- **WORK TO BE COMPLETED**: Retype each line below without a single alteration.

- **MATERIAL SHOWN**:
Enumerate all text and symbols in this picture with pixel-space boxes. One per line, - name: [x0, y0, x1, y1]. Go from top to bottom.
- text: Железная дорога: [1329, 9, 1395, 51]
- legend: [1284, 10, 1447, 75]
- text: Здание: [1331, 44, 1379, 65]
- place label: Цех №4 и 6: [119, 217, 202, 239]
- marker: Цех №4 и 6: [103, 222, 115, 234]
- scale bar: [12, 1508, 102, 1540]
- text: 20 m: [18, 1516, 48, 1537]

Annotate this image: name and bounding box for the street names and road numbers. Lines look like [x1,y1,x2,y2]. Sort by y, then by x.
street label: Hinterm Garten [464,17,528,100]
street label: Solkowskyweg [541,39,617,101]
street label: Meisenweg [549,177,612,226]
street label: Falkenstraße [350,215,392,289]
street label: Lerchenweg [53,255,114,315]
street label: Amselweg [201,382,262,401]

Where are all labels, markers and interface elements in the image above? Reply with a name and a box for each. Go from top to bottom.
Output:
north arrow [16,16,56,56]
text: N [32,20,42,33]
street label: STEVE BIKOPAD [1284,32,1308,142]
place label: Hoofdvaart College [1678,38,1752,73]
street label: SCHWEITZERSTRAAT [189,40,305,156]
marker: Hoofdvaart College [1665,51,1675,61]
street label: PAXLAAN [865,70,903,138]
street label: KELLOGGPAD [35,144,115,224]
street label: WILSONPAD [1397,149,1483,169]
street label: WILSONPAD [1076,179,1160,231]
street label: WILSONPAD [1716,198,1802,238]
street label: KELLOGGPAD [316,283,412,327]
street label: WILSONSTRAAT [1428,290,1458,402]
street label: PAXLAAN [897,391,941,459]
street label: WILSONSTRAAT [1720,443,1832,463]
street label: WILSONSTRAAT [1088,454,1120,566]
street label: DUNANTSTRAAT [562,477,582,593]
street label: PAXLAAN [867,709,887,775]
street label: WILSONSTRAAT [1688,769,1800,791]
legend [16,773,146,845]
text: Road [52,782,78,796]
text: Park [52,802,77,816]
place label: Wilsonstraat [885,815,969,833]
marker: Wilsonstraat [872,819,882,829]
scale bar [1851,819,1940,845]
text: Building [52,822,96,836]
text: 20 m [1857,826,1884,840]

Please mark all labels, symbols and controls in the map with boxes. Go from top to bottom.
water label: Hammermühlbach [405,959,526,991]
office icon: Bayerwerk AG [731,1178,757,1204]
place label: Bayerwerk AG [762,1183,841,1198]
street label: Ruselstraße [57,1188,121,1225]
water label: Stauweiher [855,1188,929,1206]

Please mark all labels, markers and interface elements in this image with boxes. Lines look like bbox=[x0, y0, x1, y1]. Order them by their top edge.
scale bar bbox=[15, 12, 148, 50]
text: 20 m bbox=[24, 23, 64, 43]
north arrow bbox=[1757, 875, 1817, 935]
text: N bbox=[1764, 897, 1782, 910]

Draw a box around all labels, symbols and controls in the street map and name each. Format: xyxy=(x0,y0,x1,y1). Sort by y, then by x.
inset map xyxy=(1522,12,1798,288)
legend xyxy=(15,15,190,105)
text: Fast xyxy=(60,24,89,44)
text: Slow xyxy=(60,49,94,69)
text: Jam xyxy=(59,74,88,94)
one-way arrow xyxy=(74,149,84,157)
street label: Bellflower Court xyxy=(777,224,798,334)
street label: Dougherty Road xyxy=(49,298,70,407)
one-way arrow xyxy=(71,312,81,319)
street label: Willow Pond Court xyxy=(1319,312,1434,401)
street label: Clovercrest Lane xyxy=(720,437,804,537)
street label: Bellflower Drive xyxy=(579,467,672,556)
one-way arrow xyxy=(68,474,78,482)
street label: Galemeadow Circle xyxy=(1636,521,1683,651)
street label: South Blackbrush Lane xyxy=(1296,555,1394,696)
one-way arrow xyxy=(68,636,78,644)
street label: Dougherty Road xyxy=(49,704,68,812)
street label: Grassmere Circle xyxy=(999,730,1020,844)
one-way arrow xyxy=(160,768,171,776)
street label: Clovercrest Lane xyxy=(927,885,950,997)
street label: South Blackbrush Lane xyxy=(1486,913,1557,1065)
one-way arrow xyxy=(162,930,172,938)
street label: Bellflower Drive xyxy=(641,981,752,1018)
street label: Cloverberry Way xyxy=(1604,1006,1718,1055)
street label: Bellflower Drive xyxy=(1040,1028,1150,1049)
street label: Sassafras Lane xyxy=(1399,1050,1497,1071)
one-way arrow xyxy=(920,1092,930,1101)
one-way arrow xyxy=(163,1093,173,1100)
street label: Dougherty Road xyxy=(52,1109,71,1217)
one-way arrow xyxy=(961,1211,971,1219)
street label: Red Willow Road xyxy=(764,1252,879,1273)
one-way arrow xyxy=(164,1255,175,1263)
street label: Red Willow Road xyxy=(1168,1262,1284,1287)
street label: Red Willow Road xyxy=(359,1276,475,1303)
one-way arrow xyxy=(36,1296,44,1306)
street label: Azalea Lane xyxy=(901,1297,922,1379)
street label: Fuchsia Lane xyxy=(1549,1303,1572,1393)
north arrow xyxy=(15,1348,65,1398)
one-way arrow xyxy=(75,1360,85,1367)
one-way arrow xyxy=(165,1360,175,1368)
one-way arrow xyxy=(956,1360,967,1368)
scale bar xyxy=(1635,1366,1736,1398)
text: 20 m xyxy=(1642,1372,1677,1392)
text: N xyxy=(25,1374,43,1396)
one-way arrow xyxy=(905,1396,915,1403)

- **FINAL ANSWER**:
Enumerate all text and symbols in this picture with pixel-space boxes. One per line, - name: [x0, y0, x1, y1]. Go from top to bottom.
- text: Железная дорога: [1329, 9, 1395, 51]
- legend: [1284, 10, 1447, 75]
- text: Здание: [1331, 44, 1379, 65]
- place label: Цех №4 и 6: [119, 217, 202, 239]
- marker: Цех №4 и 6: [103, 222, 115, 234]
- scale bar: [12, 1508, 102, 1540]
- text: 20 m: [18, 1516, 48, 1537]

Annotate this image: name and bounding box for the street names and road numbers. Lines look like [x1,y1,x2,y2]. Sort by y, then by x.
street label: Hinterm Garten [464,17,528,100]
street label: Solkowskyweg [541,39,617,101]
street label: Meisenweg [549,177,612,226]
street label: Falkenstraße [350,215,392,289]
street label: Lerchenweg [53,255,114,315]
street label: Amselweg [201,382,262,401]

Where are all labels, markers and interface elements in the image above? Reply with a name and a box for each. Go from top to bottom.
Output:
north arrow [16,16,56,56]
text: N [32,20,42,33]
street label: STEVE BIKOPAD [1284,32,1308,142]
place label: Hoofdvaart College [1678,38,1752,73]
street label: SCHWEITZERSTRAAT [189,40,305,156]
marker: Hoofdvaart College [1665,51,1675,61]
street label: PAXLAAN [865,70,903,138]
street label: KELLOGGPAD [35,144,115,224]
street label: WILSONPAD [1397,149,1483,169]
street label: WILSONPAD [1076,179,1160,231]
street label: WILSONPAD [1716,198,1802,238]
street label: KELLOGGPAD [316,283,412,327]
street label: WILSONSTRAAT [1428,290,1458,402]
street label: PAXLAAN [897,391,941,459]
street label: WILSONSTRAAT [1720,443,1832,463]
street label: WILSONSTRAAT [1088,454,1120,566]
street label: DUNANTSTRAAT [562,477,582,593]
street label: PAXLAAN [867,709,887,775]
street label: WILSONSTRAAT [1688,769,1800,791]
legend [16,773,146,845]
text: Road [52,782,78,796]
text: Park [52,802,77,816]
place label: Wilsonstraat [885,815,969,833]
marker: Wilsonstraat [872,819,882,829]
scale bar [1851,819,1940,845]
text: Building [52,822,96,836]
text: 20 m [1857,826,1884,840]

Please mark all labels, symbols and controls in the map with boxes. Go from top to bottom.
water label: Hammermühlbach [405,959,526,991]
office icon: Bayerwerk AG [731,1178,757,1204]
place label: Bayerwerk AG [762,1183,841,1198]
street label: Ruselstraße [57,1188,121,1225]
water label: Stauweiher [855,1188,929,1206]

Please mark all labels, markers and interface elements in this image with boxes. Lines look like bbox=[x0, y0, x1, y1]. Order them by their top edge.
scale bar bbox=[15, 12, 148, 50]
text: 20 m bbox=[24, 23, 64, 43]
north arrow bbox=[1757, 875, 1817, 935]
text: N bbox=[1764, 897, 1782, 910]

Draw a box around all labels, symbols and controls in the street map and name each. Format: xyxy=(x0,y0,x1,y1). Sort by y, then by x.
inset map xyxy=(1522,12,1798,288)
legend xyxy=(15,15,190,105)
text: Fast xyxy=(60,24,89,44)
text: Slow xyxy=(60,49,94,69)
text: Jam xyxy=(59,74,88,94)
one-way arrow xyxy=(74,149,84,157)
street label: Bellflower Court xyxy=(777,224,798,334)
street label: Dougherty Road xyxy=(49,298,70,407)
one-way arrow xyxy=(71,312,81,319)
street label: Willow Pond Court xyxy=(1319,312,1434,401)
street label: Clovercrest Lane xyxy=(720,437,804,537)
street label: Bellflower Drive xyxy=(579,467,672,556)
one-way arrow xyxy=(68,474,78,482)
street label: Galemeadow Circle xyxy=(1636,521,1683,651)
street label: South Blackbrush Lane xyxy=(1296,555,1394,696)
one-way arrow xyxy=(68,636,78,644)
street label: Dougherty Road xyxy=(49,704,68,812)
street label: Grassmere Circle xyxy=(999,730,1020,844)
one-way arrow xyxy=(160,768,171,776)
street label: Clovercrest Lane xyxy=(927,885,950,997)
street label: South Blackbrush Lane xyxy=(1486,913,1557,1065)
one-way arrow xyxy=(162,930,172,938)
street label: Bellflower Drive xyxy=(641,981,752,1018)
street label: Cloverberry Way xyxy=(1604,1006,1718,1055)
street label: Bellflower Drive xyxy=(1040,1028,1150,1049)
street label: Sassafras Lane xyxy=(1399,1050,1497,1071)
one-way arrow xyxy=(920,1092,930,1101)
one-way arrow xyxy=(163,1093,173,1100)
street label: Dougherty Road xyxy=(52,1109,71,1217)
one-way arrow xyxy=(961,1211,971,1219)
street label: Red Willow Road xyxy=(764,1252,879,1273)
one-way arrow xyxy=(164,1255,175,1263)
street label: Red Willow Road xyxy=(1168,1262,1284,1287)
street label: Red Willow Road xyxy=(359,1276,475,1303)
one-way arrow xyxy=(36,1296,44,1306)
street label: Azalea Lane xyxy=(901,1297,922,1379)
street label: Fuchsia Lane xyxy=(1549,1303,1572,1393)
north arrow xyxy=(15,1348,65,1398)
one-way arrow xyxy=(75,1360,85,1367)
one-way arrow xyxy=(165,1360,175,1368)
one-way arrow xyxy=(956,1360,967,1368)
scale bar xyxy=(1635,1366,1736,1398)
text: 20 m xyxy=(1642,1372,1677,1392)
text: N xyxy=(25,1374,43,1396)
one-way arrow xyxy=(905,1396,915,1403)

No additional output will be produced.